Та, что стояла поодаль, вдруг потянула сестру за рукав, и обе медленно, как бы пробуя, что из этого получится, попятились. Наркоманки продолжали ржать, хлопая себя по ляжкам. Где-то вдалеке послышался вой сирены; белобрысый вожак насторожился. Двое в металлических заклепках уже волокли откуда-то ящики со спиртным. Его перегрузили в сумку, и вся банда не торопясь отправилась дальше.

Из окон им вослед летели запоздалые и не очень громкие проклятия.

Зареванные девчонки, подобрав респираторы и комбинезон, побежали в глубину дворов. Генрих, запомнивший, откуда волокли спиртное, пошел в ту сторону. Там оказался только что вскрытый, забранный металлическими решетками ларек с вырванными замками. В ларьке уже хозяйничала какая-то фрау, она косо посмотрела на Генриха, но ничего ему не сказала. Мальчик снял респиратор и начал торопливо есть, срывая обертки с шоколадок и печенья, открыл бутылку сладкой воды; потом стал складывать шоколад за пазуху.

Вечером он почувствовал себя плохо. Очень плохо.

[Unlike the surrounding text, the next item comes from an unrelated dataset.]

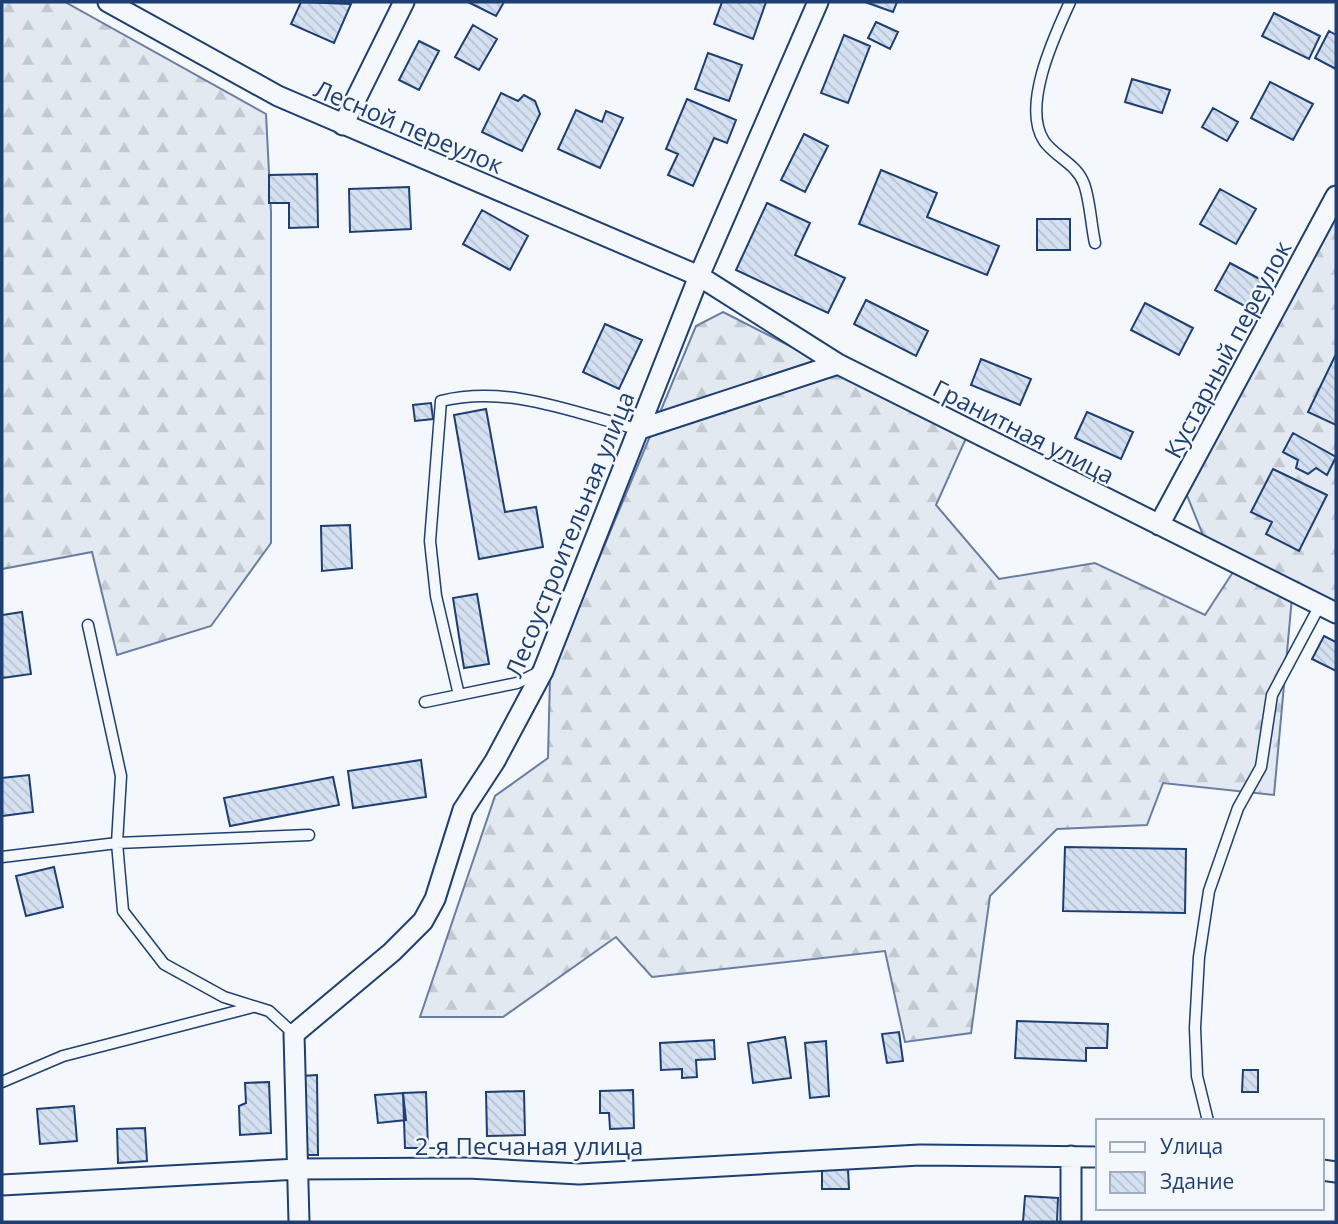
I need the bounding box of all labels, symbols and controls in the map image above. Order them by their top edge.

Его мама так и не вернулась.

По всему Сиднею бушевали пожары, над городом стлался черный удушливый дым. Никто не боролся с огнем, люди, что еще имели силы передвигаться, постепенно отступали к океану, и прекрасное здание оперы, белеющее у самой воды, оказалось захлестнуто толпой, как во время небывалого аншлага. С моста, который местные остряки прозвали «вешалкой для одежды», на длинной веревке свисало тело самоубийцы, и за целый день никто не удосужился убрать труп или хотя бы сбросить его в океан.